Once her story begins, her identity is clear. But that is perhaps misleading. A cousin Miriam, a dying Lazarus, a son with followers all tell us that this is Mary, but Tóibin's play makes it clear that we don't know Mary at all. Whatever we think we know of Mary is the stuff of legend and not of testimony. This Mary is stunned and insulted by the fiction of a virgin birth. She misses her husband. She remembers the fear and the urgency of getting out of harm's way – fast – after the crucifixion. The visitors' insistence that the world has been saved by her son's death is of enormous importance to them and meaningless to her. They need to believe and in their need, they screen out parts of her truth that do not serve their agenda. They want her testimony, but she will never be part of their creed's testament. At least not in her own words.

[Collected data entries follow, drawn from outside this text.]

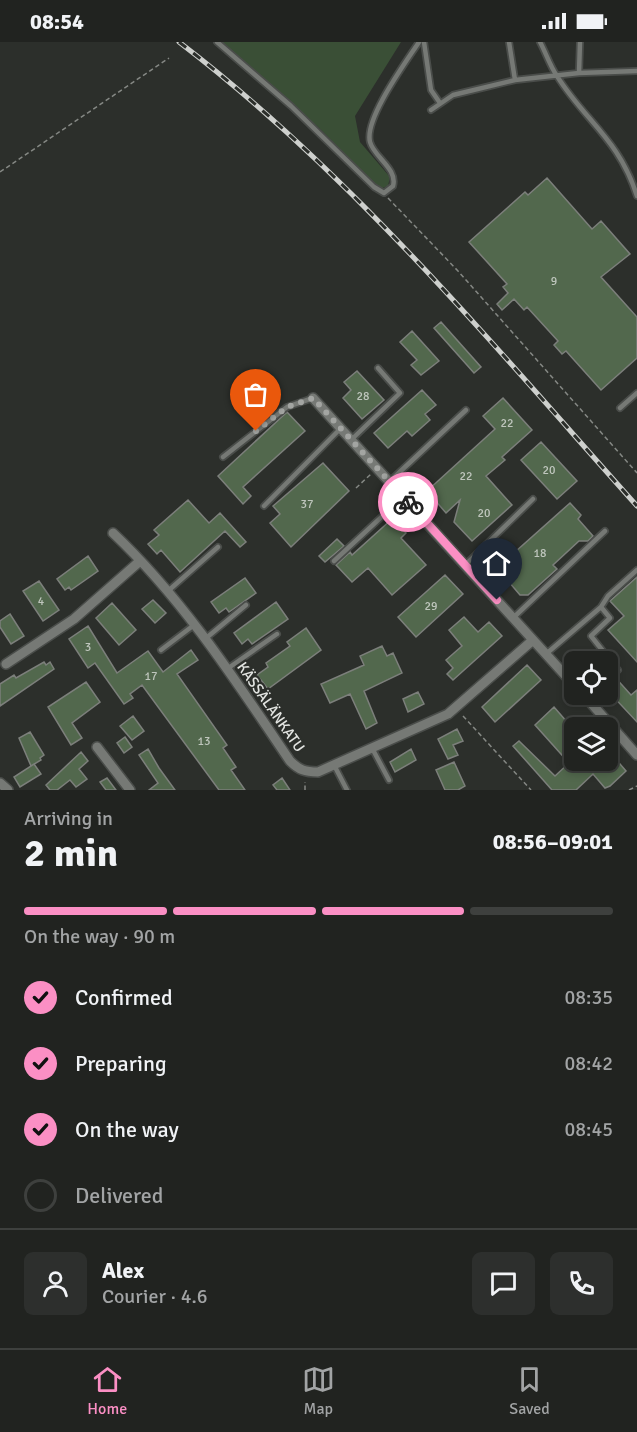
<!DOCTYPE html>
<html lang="en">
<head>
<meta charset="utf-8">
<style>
	body { margin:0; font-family:Signika,sans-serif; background:#2d2f2d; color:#f1f3f6; height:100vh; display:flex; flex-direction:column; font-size:22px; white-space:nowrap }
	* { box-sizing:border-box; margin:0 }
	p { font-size:20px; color:#a2a4a5 }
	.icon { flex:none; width:33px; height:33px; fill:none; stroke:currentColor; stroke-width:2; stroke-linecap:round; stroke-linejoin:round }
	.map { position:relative; height:748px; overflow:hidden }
	.drawer { display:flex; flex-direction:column; background:#212320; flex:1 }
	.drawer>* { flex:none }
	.controls { position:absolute; left:564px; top:609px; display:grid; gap:12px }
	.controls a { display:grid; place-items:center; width:54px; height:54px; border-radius:9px; background:#212320; box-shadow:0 3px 9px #0003,0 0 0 2px #3e403e; font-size:30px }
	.pin { position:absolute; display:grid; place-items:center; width:51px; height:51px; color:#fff; margin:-62px -26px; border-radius:50% 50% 50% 0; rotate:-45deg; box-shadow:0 0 6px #0007 }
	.pin .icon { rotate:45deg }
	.courier { position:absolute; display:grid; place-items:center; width:60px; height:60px; margin:-30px; border:4px solid #fb8fc4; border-radius:50%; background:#fff; color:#222; box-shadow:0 2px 8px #0007 }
	.head em { font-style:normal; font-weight:800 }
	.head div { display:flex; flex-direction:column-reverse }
	.head { display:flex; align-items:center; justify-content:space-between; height:102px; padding:0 24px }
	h1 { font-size:39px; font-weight:800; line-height:45px }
	.bar { display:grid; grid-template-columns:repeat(4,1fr); gap:9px 6px; align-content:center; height:72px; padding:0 24px }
	.bar i { height:8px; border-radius:4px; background:#3e403e }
	.bar .selected { background:#fb8fc4 }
	.bar p { grid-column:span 4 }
	.line { display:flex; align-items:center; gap:15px; padding:0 24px; border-top:2px solid #3e403e }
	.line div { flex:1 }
	.round { display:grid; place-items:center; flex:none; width:63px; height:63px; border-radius:9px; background:#2d2f2d }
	ol { padding:0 24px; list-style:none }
	li { display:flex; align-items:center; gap:18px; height:66px }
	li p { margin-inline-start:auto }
	li .icon { padding:6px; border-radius:50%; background:#fb8fc4; color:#111; stroke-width:4 }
	li:last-child { color:#a2a4a5 }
	li i { width:33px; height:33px; border:3px solid #3e403e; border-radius:50% }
	.status { display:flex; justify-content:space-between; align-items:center; height:42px; padding:0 30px; background:#212320; direction:ltr }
	.status svg { height:16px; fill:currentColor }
	.tabs { display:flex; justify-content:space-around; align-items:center; height:84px; border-top:2px solid #3e403e; background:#212320; font-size:16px; color:#a2a4a5 }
	.tabs a { display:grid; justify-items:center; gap:3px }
	.tabs .selected { color:#fb8fc4 }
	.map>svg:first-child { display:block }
	.green { fill:#3a4f36 }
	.building { fill:#52684d; stroke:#7c7f7b; stroke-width:1.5 }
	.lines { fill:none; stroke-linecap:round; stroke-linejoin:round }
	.lane-casing { stroke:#4a4d4a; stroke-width:8 }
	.street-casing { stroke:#4a4d4a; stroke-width:12 }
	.path { stroke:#858884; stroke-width:1.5; stroke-dasharray:4.5 3; stroke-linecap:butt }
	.lane { stroke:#767975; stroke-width:4.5 }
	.street { stroke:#767975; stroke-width:9 }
	.rail-casing { stroke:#ced0cd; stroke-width:5 }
	.rail { stroke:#2c2f2b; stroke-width:3; stroke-dasharray:9; stroke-linecap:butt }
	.done { stroke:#a3a5a2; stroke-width:6; stroke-dasharray:0 10.8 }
	.route { stroke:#fb8fc4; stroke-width:8 }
	.labels { text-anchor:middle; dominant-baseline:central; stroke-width:4.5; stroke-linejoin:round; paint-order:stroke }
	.number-label { font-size:12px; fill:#bfc6bd }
	.street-label { font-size:15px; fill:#e3e5e2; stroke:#2c2f2b }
</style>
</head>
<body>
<div class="status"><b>08:54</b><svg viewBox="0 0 49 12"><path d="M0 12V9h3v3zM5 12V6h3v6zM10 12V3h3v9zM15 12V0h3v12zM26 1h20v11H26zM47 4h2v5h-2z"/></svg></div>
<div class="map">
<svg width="637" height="748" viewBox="0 0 637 748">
	<rect width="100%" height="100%" fill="#2c2f2b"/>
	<path class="green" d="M219 0H401L355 74 360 100 390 135 388 144 380 147 319 86Z"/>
	<path class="building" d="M547 136 592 187 601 179 630 212 601 235 637 275V316L601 348 566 309 562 312 554 303 558 299 527 265 524 268 514 257 502 268 497 262 508 251 503 245 507 242 469 200 525 150 528 153Z
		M441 280 481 325 474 331 434 286Z
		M412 289 439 319 421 333 411 323 417 318 400 300Z
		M357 329 384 358 362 377 343 356 351 348 344 340Z
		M422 348 436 363 425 372 430 378 412 394 407 389 388 406 374 391Z
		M503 356 532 388 502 415 505 418 486 434 512 463 472 499 454 480 460 458 446 471 427 449 495 387 483 374Z
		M287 370 305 389 243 445 251 454 243 462 218 434Z
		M541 400 577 439 557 457 521 418Z
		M323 421 349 449 291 505 270 481 280 472 273 464Z
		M188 458 209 481 220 471 246 500 240 505 225 489 180 530 161 508 157 512 148 502 159 493 154 488Z
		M570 461 581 473 578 477 593 494 588 499H579L553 523 557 527 528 553H520L497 526Z
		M393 476 406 491 401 496 426 523 392 553 368 526 352 540 336 523 350 510 352 513Z
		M337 497 344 504 325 520 319 514Z
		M88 514 98 529 71 548 69 545 65 548 57 537Z
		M445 533 463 552 416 595 398 575Z
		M637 535V620L608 588 624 574 610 559Z
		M245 536 256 551 229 570 226 566 219 571 211 560Z
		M39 539 59 568 43 579 23 549Z
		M153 558 166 571 155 581 142 567Z
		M276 560 288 577 252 602 248 597 242 602 234 591Z
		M112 561 136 588 119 603 96 576Z
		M10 572 24 594 11 602 0 585V579Z
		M464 575 478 590 489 580 502 594 453 638 447 632 453 626 446 618 462 604 449 588Z
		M88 584 117 631 148 609 163 630 191 608 198 618 177 632 227 703 223 706 236 725 231 728 245 748H219L142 643 130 652 133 656 124 662 95 621 88 626 69 597Z
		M306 586 321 608 268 647 257 633 268 625 266 621 290 604 287 600Z
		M382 604 387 614 393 611 402 631 364 649 377 681 366 687 350 652 330 661 321 642 364 623 360 614Z
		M44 620 46 623 50 620 54 627 0 664V642L14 633 16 636Z
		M527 623 541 638 495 680 482 665Z
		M613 633 631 653 637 648V680L608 649V638Z
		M86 640 100 660 72 681 82 696 71 703 48 665Z
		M418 650 424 662 408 670 403 657Z
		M554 665 574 688V718H608V708L626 729 610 744 605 746 593 732 576 748H552L513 704 519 699 555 734 569 721 535 683Z
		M133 674 144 689 132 698 120 684Z
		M457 687 463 699 453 703 458 713 448 717 438 697Z
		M30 690 44 713 40 716 41 718 31 724 19 696Z
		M125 695 132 705 124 711 117 701Z
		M148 707 159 726 175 748H149L158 741 139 713Z
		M411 707 416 718 395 730 390 720Z
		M81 710 88 719 79 727 87 737 76 745 70 738 57 748H50L46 743Z
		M454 720 465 744 458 748H445L436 728Z
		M34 722 41 732 20 745 14 735Z
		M107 736 116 748H106L100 740Z
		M282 736 290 748H277L273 743Z"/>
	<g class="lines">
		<defs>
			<path id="lane" d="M217 0 291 64 374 145 384 151 393 144C398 127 374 115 370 100 364 77 406 20 419 0
				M424 0 431 48 440 61
				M540 0C546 11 550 24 557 34 585 79 619 97 637 154
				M579 31 580 0
				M515 38 579 31 637 29
				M431 68 453 53 515 38 509 0
				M620 366 637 351
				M351 398 400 351 378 326
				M223 415 287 365 313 356
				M389 440 466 368
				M264 464 341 386
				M334 519 403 455
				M465 523 533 457
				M168 549 218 505
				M601 565 610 576 591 594 618 628
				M513 576 605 489
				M205 597 246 563
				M161 608 194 583
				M546 612 601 565 608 554 637 528
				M227 627 277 592
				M372 706 389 738
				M334 723 347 748"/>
			<path id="street" d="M313 356 574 643
				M113 491C183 557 236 639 290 719 299 728 305 730 318 730L448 672 533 598
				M6 622 74 577 140 519
				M583 652 637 713
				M97 705 130 748
				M0 741 8 748"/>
		</defs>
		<use href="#lane" class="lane-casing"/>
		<use href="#street" class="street-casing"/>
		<path class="path" d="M0 130 169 16
			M388 156 458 229 637 431
			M356 446 371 432
			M463 674 531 748
			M305 748V740
			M629 748 637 744"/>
		<use href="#lane" class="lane"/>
		<use href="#street" class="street"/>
		<defs>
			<path id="rail" d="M179 0C352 132 493 303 637 464"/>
		</defs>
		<use href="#rail" class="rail-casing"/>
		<use href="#rail" class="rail"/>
	</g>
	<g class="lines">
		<path class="done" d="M256 389 287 365 313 356 408 460"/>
		<path class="route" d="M408 460 497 558"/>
	</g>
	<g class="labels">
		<g class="number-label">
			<text x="554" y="239">9</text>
			<text x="363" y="354">28</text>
			<text x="507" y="381">22</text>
			<text x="549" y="428">20</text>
			<text x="466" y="434">22</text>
			<text x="307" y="462">37</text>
			<text x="484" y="471">20</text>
			<text x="540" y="511">18</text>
			<text x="41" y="559">4</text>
			<text x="431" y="564">29</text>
			<text x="88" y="605">3</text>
			<text x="151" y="634">17</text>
			<text x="204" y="699">13</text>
		</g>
		<g class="street-label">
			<text transform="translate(271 665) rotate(55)">KÄSSÄLÄNKATU</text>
		</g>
	</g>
</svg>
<div class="controls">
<a><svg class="icon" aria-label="locate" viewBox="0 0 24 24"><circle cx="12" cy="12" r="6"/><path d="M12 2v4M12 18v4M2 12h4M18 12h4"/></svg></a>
<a><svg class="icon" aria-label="layers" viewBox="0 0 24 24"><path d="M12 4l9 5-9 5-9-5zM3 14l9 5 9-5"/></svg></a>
</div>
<div class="pin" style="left:256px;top:389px;background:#ea580c"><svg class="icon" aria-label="bag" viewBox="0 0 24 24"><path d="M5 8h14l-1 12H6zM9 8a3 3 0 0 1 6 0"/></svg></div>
<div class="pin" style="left:497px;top:558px;background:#1f2937"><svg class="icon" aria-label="home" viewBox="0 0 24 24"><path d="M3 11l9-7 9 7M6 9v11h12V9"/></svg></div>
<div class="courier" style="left:408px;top:460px"><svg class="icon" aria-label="bike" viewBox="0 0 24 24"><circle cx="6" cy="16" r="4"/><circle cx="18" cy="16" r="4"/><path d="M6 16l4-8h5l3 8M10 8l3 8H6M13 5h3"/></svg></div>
</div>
<section class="drawer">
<div class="head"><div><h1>2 min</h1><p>Arriving in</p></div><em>08:56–09:01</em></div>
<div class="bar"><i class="selected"></i><i class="selected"></i><i class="selected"></i><i></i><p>On the way · 90 m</p></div>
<ol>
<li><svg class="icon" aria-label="check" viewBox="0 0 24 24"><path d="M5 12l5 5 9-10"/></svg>Confirmed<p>08:35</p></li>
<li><svg class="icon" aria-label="check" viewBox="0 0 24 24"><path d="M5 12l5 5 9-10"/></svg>Preparing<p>08:42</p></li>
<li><svg class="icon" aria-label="check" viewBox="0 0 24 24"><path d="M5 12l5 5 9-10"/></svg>On the way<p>08:45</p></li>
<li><i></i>Delivered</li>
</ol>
<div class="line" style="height:108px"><a class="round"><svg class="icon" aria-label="person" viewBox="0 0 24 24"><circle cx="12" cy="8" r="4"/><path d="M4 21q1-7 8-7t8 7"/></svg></a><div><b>Alex</b><p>Courier · 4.6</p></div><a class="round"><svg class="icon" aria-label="chat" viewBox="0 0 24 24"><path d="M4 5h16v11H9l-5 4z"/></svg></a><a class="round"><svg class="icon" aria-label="phone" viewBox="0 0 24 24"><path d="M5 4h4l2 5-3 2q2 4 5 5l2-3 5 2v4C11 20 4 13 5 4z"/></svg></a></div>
</section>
<nav class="tabs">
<a class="selected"><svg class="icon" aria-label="home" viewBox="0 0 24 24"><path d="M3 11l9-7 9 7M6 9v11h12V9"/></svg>Home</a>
<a><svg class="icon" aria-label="map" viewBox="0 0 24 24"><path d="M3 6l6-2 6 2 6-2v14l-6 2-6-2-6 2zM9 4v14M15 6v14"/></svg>Map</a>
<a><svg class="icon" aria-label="saved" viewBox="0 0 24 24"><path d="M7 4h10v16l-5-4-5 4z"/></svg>Saved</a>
</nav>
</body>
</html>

I won't reveal Mary's final, explosive, conclusion to the story she tells and the story she is being fed, but her denouement is a snapshot of her new life. "I did not go to the synagogue ever again," she tells us, and the litany of names that offer peace is perhaps not what we would expect: Psyche, Phoebe, Persephone, Morpheus, Hypnos, Athena. The last is the goddess of reason, to whom Mary prays that she "help me remember what I know to be true."

Garry Hynes directed "Testament" with attention to the need to find variety within constraints, a mirror of her single character's scripted need. The play seems to fall into about a dozen discrete sections, each of which got a fresh attack and perspective as Mary moved to a new place in the cottage. Her positioning alone put focus on the monumental importance of each item in her spare but deeply felt world. Peter Mumford's tour-de-force lighting design managed to keep the cottage dark even as we saw wide open sky above. The universe may be endless, but trapped in a corner of it, one can at best see irony and at worst slip from frustration into despair.

Despair, was not, however, the feeling with which I left this extraordinary gem of an evening. Call it feminist revisionism, call it a historiography built on alternative faith, call it what you will. This Mary inspires with her backbone and restores the power of the word to a place around which the Gospels took a detour.